__Saved entries__:
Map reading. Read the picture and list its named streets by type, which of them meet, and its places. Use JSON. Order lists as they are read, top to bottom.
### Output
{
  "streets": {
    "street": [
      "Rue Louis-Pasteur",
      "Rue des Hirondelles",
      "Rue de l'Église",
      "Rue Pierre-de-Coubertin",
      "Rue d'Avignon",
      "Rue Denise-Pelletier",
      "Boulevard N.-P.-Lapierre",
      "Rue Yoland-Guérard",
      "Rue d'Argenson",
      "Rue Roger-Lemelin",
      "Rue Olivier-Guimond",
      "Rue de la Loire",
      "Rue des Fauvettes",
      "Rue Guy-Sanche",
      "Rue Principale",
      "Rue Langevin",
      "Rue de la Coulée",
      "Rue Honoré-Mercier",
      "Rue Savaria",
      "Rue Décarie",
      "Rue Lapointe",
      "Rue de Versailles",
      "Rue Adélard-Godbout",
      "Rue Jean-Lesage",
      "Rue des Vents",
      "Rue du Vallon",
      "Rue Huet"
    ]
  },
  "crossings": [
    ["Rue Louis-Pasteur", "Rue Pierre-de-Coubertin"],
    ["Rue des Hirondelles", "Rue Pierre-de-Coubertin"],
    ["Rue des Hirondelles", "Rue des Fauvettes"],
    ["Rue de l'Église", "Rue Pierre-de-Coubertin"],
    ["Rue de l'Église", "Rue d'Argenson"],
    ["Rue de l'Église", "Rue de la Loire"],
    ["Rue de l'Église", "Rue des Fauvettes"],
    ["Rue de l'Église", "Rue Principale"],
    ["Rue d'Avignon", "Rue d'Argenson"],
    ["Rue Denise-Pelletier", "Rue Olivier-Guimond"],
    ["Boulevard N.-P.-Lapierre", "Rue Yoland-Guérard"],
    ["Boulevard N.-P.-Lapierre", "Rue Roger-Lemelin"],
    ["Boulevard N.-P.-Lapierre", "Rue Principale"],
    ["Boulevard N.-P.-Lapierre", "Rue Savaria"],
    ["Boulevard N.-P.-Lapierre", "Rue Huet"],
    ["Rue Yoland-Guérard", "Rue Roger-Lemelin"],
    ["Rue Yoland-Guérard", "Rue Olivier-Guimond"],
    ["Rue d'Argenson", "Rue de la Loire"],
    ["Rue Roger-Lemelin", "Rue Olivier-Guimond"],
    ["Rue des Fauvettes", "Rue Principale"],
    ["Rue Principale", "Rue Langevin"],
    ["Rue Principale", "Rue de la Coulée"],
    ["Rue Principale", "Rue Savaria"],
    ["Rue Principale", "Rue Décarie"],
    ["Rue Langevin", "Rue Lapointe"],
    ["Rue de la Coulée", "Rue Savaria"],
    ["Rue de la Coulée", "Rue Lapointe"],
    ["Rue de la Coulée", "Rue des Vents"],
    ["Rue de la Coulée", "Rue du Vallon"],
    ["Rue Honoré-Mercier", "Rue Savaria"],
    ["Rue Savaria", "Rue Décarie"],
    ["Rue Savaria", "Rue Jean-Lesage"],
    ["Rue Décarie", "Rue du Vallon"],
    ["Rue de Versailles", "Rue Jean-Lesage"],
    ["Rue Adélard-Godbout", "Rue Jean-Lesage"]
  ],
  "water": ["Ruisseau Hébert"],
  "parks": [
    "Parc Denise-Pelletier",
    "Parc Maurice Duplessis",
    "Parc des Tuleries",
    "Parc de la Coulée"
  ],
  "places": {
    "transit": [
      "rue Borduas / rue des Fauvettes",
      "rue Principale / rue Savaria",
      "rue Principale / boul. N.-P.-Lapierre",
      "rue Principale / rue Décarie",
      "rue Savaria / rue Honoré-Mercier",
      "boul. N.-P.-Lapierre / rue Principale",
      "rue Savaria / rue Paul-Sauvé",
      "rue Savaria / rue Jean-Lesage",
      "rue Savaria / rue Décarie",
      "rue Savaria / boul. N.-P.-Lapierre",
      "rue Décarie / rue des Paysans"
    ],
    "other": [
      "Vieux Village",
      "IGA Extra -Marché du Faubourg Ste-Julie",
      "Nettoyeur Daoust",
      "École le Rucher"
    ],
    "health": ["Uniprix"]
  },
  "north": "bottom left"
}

__DIRECTIONS__: Each record above is to be written out again, without any change.

__SOLVED PROBLEM__:
Map reading. Read the picture and list its named streets by type, which of them meet, and its places. Use JSON. Order lists as they are read, top to bottom.
### Output
{
  "streets": {
    "street": [
      "Rue Louis-Pasteur",
      "Rue des Hirondelles",
      "Rue de l'Église",
      "Rue Pierre-de-Coubertin",
      "Rue d'Avignon",
      "Rue Denise-Pelletier",
      "Boulevard N.-P.-Lapierre",
      "Rue Yoland-Guérard",
      "Rue d'Argenson",
      "Rue Roger-Lemelin",
      "Rue Olivier-Guimond",
      "Rue de la Loire",
      "Rue des Fauvettes",
      "Rue Guy-Sanche",
      "Rue Principale",
      "Rue Langevin",
      "Rue de la Coulée",
      "Rue Honoré-Mercier",
      "Rue Savaria",
      "Rue Décarie",
      "Rue Lapointe",
      "Rue de Versailles",
      "Rue Adélard-Godbout",
      "Rue Jean-Lesage",
      "Rue des Vents",
      "Rue du Vallon",
      "Rue Huet"
    ]
  },
  "crossings": [
    ["Rue Louis-Pasteur", "Rue Pierre-de-Coubertin"],
    ["Rue des Hirondelles", "Rue Pierre-de-Coubertin"],
    ["Rue des Hirondelles", "Rue des Fauvettes"],
    ["Rue de l'Église", "Rue Pierre-de-Coubertin"],
    ["Rue de l'Église", "Rue d'Argenson"],
    ["Rue de l'Église", "Rue de la Loire"],
    ["Rue de l'Église", "Rue des Fauvettes"],
    ["Rue de l'Église", "Rue Principale"],
    ["Rue d'Avignon", "Rue d'Argenson"],
    ["Rue Denise-Pelletier", "Rue Olivier-Guimond"],
    ["Boulevard N.-P.-Lapierre", "Rue Yoland-Guérard"],
    ["Boulevard N.-P.-Lapierre", "Rue Roger-Lemelin"],
    ["Boulevard N.-P.-Lapierre", "Rue Principale"],
    ["Boulevard N.-P.-Lapierre", "Rue Savaria"],
    ["Boulevard N.-P.-Lapierre", "Rue Huet"],
    ["Rue Yoland-Guérard", "Rue Roger-Lemelin"],
    ["Rue Yoland-Guérard", "Rue Olivier-Guimond"],
    ["Rue d'Argenson", "Rue de la Loire"],
    ["Rue Roger-Lemelin", "Rue Olivier-Guimond"],
    ["Rue des Fauvettes", "Rue Principale"],
    ["Rue Principale", "Rue Langevin"],
    ["Rue Principale", "Rue de la Coulée"],
    ["Rue Principale", "Rue Savaria"],
    ["Rue Principale", "Rue Décarie"],
    ["Rue Langevin", "Rue Lapointe"],
    ["Rue de la Coulée", "Rue Savaria"],
    ["Rue de la Coulée", "Rue Lapointe"],
    ["Rue de la Coulée", "Rue des Vents"],
    ["Rue de la Coulée", "Rue du Vallon"],
    ["Rue Honoré-Mercier", "Rue Savaria"],
    ["Rue Savaria", "Rue Décarie"],
    ["Rue Savaria", "Rue Jean-Lesage"],
    ["Rue Décarie", "Rue du Vallon"],
    ["Rue de Versailles", "Rue Jean-Lesage"],
    ["Rue Adélard-Godbout", "Rue Jean-Lesage"]
  ],
  "water": ["Ruisseau Hébert"],
  "parks": [
    "Parc Denise-Pelletier",
    "Parc Maurice Duplessis",
    "Parc des Tuleries",
    "Parc de la Coulée"
  ],
  "places": {
    "transit": [
      "rue Borduas / rue des Fauvettes",
      "rue Principale / rue Savaria",
      "rue Principale / boul. N.-P.-Lapierre",
      "rue Principale / rue Décarie",
      "rue Savaria / rue Honoré-Mercier",
      "boul. N.-P.-Lapierre / rue Principale",
      "rue Savaria / rue Paul-Sauvé",
      "rue Savaria / rue Jean-Lesage",
      "rue Savaria / rue Décarie",
      "rue Savaria / boul. N.-P.-Lapierre",
      "rue Décarie / rue des Paysans"
    ],
    "other": [
      "Vieux Village",
      "IGA Extra -Marché du Faubourg Ste-Julie",
      "Nettoyeur Daoust",
      "École le Rucher"
    ],
    "health": ["Uniprix"]
  },
  "north": "bottom left"
}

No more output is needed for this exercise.